Pentonville Prison Mindfulness Project
£4000 was awarded to Andy Phee at the Pentonville Prison Mindfulness Project, which aims to introduce, develop, and support the use of MBCT over two years with staff from a number of prisons that Barnet Enfield and Haringey Mental Health NHS Trust provide mental health care provision to.
The prisons involved in the project include Pentonville, Wormwood Scrubs and Brixton prisons, as well as Feltham YOI and prisons from the Buckinghamshire group. Further courses will also be offered to prisoners within healthcare at HMP Pentonville (which houses 1300 mainly remand prisoners).
Prisoners can experience various stressors through the incarceration process, such as separation from loved ones, uncertainty regarding the future and adjustment to the prison regime, with remand being a particularly difficult time. Almost half the UK prison population suffer from anxiety or depression and suicide and self-harm rates have increased by 25% in the last year.
Research has demonstrated the effectiveness of MBCT for people who suffer from depression yet there is little evidence of MBCT implementation in UK prison mental health services.
Research also suggests prison staff incur a higher level of job stress and burnout due to the nature of their work. Encouraging evidence from mindfulness programmes delivered to NHS staff has shown quicker recovery rates from stressful situations and reductions in overall stress. This suggests the delivery of mindfulness programmes to prison staff may provide an effective tool to manage work related stress and burnout.
The project started in early February this year. Prior to starting, a great deal of preparation work was required, including navigating security clearance for the teachers and seeking cooperation and goodwill from Healthcare and Discipline staff within the prison to create space in the prison routine for staff groups to attend, and a review of the teaching materials to ensure that they did not breach prison regulations.
Mindfulness for prison staff
Between 18-26 staff from various professions and disciplines with the prison, including probation officers, occupational therapists, chaplains, prison officers and psychologists, attended the initial ‘Frantic World’ group each week.
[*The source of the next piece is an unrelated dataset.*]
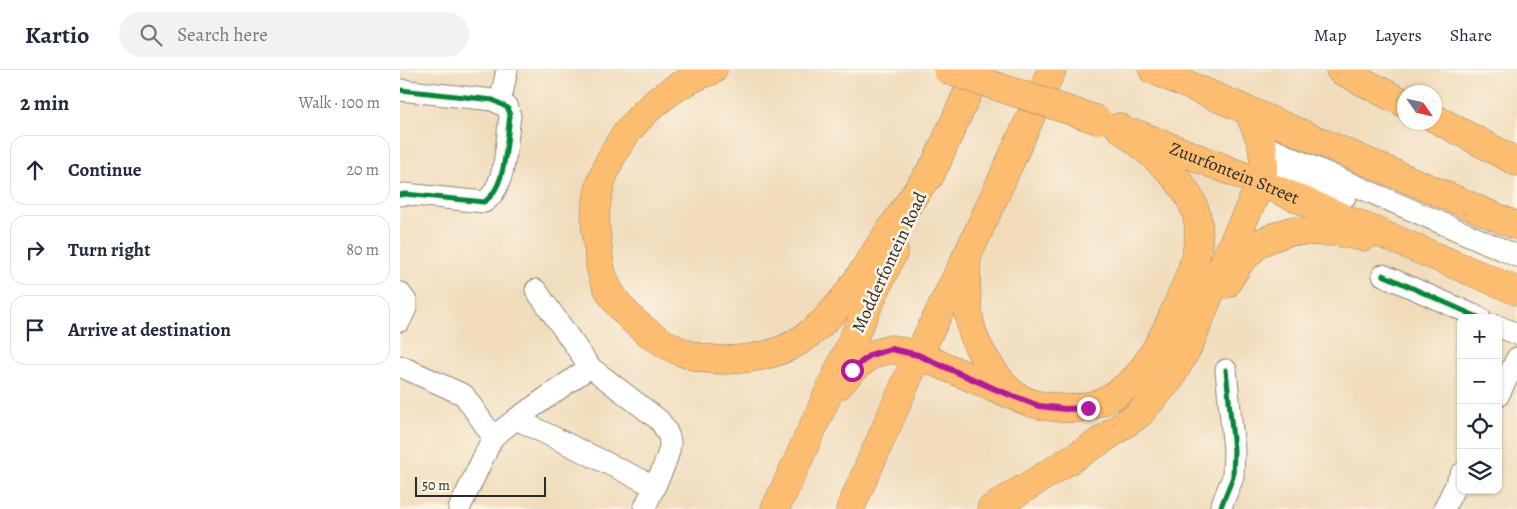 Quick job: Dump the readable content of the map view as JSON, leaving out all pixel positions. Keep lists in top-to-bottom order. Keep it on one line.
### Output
{"streets":{"main road":["Zuurfontein Street","Modderfontein Road"]},"scale_bar":"50 m","north":"bottom right","page":{"header":"Kartio","search":"Search here","nav":["Map","Layers","Share"],"heading":["2 min","Walk · 100 m"],"list":[["Continue","20 m"],["Turn right","80 m"],"Arrive at destination"],"map_buttons":["+","−"],"scale":"50 m"}}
The informal evaluations have been positive, with attendees reporting “Finding breathing spaces very helpful and easily applicable at work”; “Doing nourishing activities I haven’t done in years and not feeling guilt”; and “Noticing I’ve developed an increased awareness of my thoughts and of just being”.
Mindfulness for prisoners attending mental health day-care services
The project was also able to trial some adapted mindfulness practices with prisoners attending mental health day-care services in the prison. The men present with a variety of moderate to severe mental health problems, learning difficulties and complex needs, including drug dependency and trauma. The initial intention was to meet for two sessions. However the organisers were so energised by the extraordinary warmth of the welcome they received from the inmates and the receptivity to practices, they decided to extend the group to seven sessions for two groups of inmates.
What emerged was the outline of a course specific to prisoners with mental health problems on remand. The mindfulness practices were adapted so that prisoners could do them without drawing too much attention to themselves in the wings eg. mindful mouthfuls of food and sips of drink, mindful standing, and mindfulness of sounds (as prison is very noisy, even at night).
The situation offered some particular challenges for mindfulness teaching, with some of the usual vocabulary not being suited to the prison environment, and the inability to follow up group members who had gone to court and were then involved in a lengthy trial or were released or moved to another prison.
Short cognitive therapy exercises were incorporated and most practices were a maximum of 10 mins in length to minimise participants getting lost in strong internal stimuli such as hearing voices, or to reduce restlessness.
A short written evaluation elicited feedback on the sessions such as “Being ok with loud noises/stress- just accepting I can’t change certain things and knowing it is alright to feel certain sensations”; “it helps you with anxiety” and “helped my mind to stop racing”. (All participants gave permission for these quotes to be made public.)
Andy Phee reports, “We learned not to make assumptions about what might be going on for the prisoners… prisoners who seemed unengaged [during the sessions] offered valuable, insightful reflections at the end of sessions”.
An MBCT group for staff from several London prisons is currently underway.
Further groups with prisoners will take place in January 2018. The grant awarded by OMC inspired managers in Barnet, Enfield and Haringey Mental Health NHS Trust to match the funding to support a staff teacher training course in mid-2018.
Andy adds, “We are keen to reach as many prisoners as possible in January 2018 and plan to offer more than one group on our day each week. Professor Mark Williams has been most generous in offering his expertise and teachings pro-bono and will continue to do so”.